[Haskell-cafe] debugging memory corruption

Sun Dec 2 10:02:25 CET 2012

Thanks for the response.

On Sat, Dec 1, 2012 at 5:23 PM, Alexander Kjeldaas
<alexander.kjeldaas at gmail.com> wrote:
>
> What I've mostly done in similar circumstances (jni)
>
> 1. Create an interface (virtual functions or template) for the FFI in C++
> that covers everything you use. Then create one test implementation and one
> real implementation. The test implementation must allocate resources
> whenever the real FFI does so. Doing memory allocation works. This makes it
> possible to test all your FFI in C++ using valgrind.
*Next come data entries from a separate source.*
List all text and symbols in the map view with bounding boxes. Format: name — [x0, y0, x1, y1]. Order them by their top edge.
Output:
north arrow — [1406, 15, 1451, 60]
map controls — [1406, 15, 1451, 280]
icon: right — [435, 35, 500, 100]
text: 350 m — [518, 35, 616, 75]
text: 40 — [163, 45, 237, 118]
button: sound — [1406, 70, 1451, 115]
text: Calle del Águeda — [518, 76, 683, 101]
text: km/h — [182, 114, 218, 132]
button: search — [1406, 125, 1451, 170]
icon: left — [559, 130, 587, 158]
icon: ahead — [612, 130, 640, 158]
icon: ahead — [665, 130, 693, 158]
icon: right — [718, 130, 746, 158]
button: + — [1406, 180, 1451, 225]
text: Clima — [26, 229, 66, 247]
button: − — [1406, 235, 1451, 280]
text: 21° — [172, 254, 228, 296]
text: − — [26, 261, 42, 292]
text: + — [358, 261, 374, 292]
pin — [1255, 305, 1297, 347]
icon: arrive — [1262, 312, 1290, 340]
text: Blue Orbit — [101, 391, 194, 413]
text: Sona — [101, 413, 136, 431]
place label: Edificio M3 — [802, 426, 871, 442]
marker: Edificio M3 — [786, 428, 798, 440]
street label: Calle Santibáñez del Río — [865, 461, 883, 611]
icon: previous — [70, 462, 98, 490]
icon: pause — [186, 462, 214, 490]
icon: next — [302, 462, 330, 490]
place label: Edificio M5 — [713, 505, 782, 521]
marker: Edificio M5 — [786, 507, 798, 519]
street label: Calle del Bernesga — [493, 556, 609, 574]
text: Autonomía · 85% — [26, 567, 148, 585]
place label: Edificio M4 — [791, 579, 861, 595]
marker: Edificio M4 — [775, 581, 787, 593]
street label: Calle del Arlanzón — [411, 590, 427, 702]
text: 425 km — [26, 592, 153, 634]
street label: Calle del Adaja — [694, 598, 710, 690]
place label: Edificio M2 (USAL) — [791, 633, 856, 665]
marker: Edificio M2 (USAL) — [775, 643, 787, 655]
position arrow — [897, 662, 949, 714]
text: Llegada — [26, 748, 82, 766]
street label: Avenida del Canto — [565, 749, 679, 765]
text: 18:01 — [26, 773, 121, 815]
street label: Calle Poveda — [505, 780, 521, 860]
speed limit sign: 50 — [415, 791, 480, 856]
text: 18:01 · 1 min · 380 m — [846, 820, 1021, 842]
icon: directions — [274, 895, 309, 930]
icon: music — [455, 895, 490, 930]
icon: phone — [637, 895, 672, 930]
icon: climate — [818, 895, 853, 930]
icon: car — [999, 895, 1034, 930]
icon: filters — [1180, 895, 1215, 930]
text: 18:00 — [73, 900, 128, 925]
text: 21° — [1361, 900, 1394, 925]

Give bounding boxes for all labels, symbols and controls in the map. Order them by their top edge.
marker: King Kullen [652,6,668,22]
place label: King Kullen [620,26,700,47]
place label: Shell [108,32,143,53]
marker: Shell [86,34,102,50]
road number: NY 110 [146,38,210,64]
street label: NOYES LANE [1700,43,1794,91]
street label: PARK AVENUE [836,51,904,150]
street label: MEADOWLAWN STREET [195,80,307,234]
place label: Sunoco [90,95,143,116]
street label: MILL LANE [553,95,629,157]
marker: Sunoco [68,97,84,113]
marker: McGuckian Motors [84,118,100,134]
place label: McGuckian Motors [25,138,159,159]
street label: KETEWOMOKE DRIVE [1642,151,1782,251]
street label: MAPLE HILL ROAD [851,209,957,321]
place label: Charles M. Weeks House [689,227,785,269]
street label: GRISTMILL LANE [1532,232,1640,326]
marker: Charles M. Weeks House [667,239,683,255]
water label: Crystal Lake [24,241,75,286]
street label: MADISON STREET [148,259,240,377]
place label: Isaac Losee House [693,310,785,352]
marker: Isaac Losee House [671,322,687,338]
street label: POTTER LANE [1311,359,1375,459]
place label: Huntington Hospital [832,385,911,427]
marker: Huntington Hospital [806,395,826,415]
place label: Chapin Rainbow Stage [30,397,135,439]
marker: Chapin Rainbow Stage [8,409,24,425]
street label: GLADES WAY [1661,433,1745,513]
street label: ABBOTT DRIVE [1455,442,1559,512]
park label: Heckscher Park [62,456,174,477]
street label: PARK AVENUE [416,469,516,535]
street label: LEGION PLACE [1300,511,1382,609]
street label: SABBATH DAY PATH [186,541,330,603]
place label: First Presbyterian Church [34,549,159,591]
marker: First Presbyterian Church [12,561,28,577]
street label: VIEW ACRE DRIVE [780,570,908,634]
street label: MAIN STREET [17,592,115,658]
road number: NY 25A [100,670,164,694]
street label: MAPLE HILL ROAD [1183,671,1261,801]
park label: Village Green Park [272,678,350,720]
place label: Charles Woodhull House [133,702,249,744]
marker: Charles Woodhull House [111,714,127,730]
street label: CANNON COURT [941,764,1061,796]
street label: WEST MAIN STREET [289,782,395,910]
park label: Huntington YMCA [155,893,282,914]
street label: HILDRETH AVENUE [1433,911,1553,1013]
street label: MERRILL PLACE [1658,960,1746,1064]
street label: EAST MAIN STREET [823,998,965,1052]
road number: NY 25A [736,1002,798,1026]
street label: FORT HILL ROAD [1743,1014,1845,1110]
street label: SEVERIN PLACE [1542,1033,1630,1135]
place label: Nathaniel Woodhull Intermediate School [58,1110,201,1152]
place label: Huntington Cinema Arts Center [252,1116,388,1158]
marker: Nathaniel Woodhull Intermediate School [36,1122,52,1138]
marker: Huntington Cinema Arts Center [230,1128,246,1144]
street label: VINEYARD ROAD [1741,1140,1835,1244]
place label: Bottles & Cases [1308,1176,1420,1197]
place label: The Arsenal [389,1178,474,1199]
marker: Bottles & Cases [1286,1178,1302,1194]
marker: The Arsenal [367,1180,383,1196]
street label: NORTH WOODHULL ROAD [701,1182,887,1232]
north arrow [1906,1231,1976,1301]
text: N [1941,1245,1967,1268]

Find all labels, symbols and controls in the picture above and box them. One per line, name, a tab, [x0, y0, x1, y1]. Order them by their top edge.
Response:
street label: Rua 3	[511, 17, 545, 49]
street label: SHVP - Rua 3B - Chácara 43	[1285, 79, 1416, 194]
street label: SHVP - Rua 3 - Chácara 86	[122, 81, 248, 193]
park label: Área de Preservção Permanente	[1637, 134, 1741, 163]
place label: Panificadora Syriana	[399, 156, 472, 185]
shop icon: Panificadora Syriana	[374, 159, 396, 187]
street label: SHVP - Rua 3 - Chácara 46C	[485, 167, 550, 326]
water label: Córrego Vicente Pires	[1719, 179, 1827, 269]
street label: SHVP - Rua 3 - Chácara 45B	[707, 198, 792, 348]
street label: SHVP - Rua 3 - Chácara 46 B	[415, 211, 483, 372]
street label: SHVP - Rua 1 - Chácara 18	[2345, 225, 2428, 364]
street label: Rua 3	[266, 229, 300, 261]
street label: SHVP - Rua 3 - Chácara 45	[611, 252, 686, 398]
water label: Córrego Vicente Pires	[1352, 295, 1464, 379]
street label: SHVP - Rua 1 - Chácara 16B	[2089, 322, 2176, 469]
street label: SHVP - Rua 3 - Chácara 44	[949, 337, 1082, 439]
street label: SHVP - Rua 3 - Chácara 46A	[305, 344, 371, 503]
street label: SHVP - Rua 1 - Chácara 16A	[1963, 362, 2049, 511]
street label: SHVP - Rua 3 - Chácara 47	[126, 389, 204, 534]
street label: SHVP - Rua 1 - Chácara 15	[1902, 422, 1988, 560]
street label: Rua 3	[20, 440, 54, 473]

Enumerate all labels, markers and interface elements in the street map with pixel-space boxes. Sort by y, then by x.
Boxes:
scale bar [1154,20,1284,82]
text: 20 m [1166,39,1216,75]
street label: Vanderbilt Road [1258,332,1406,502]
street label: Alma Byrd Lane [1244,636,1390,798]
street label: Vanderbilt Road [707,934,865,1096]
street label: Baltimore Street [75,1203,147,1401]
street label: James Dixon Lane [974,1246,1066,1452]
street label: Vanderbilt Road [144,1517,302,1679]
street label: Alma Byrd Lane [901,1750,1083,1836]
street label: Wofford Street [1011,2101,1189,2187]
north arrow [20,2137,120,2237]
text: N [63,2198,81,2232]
If I understand correctly, this sounds like what I was talking about,
i.e. to stub out the C++ side and drive that from haskell to try to
repro.  That way I don't have to have windows popping up and do the
simulation at the level of mouse clicks.  The danger is that it turns
out to be lots of work to implement, but still somehow doesn't
reproduce the problem.  That could happen if the bug is in C++, but
only turns up during manual manipulation.

Or maybe you're talking about the other way around, stub out the
haskell and replace it with C++ and then run that in valgrind?  That
seems unlikely to be helpful, because if the bug is in the haskell FFI
code then rewriting that all in C++ is just going to replace it with
possibly also buggy C++ code.

It seems to me like valgrind just plain doesn't work for haskell,
maybe because the ghc runtime uses its own allocator?  So if the bug
is in haskell I can't find it with valgrind.  If the bug is in C++,
well, I already have a pure C++ version (that talks to the C++
interface in a very simplistic way), and it can run under valgrind,
which doesn't turn up any out of bounds errors.

> 2. Add tracing support to the real implementation and replay support to the
> test implementation.

I'm not sure this would work, since the whole thing is that the bug is
nondeterministic.  I feel like the only way to get it to come out is
to do a bunch of random stuff for a period of time.  It's likely that
whether it happens or not depends on the memory layout for that
particular run, and as far as I know you can't make that consistent.
Or can you?

> 3. Upload to Hackage.

Is the suggestion that people who love debugging hard problems will
swarm out of the woodwork and help me find the problem?  I should be
so lucky :)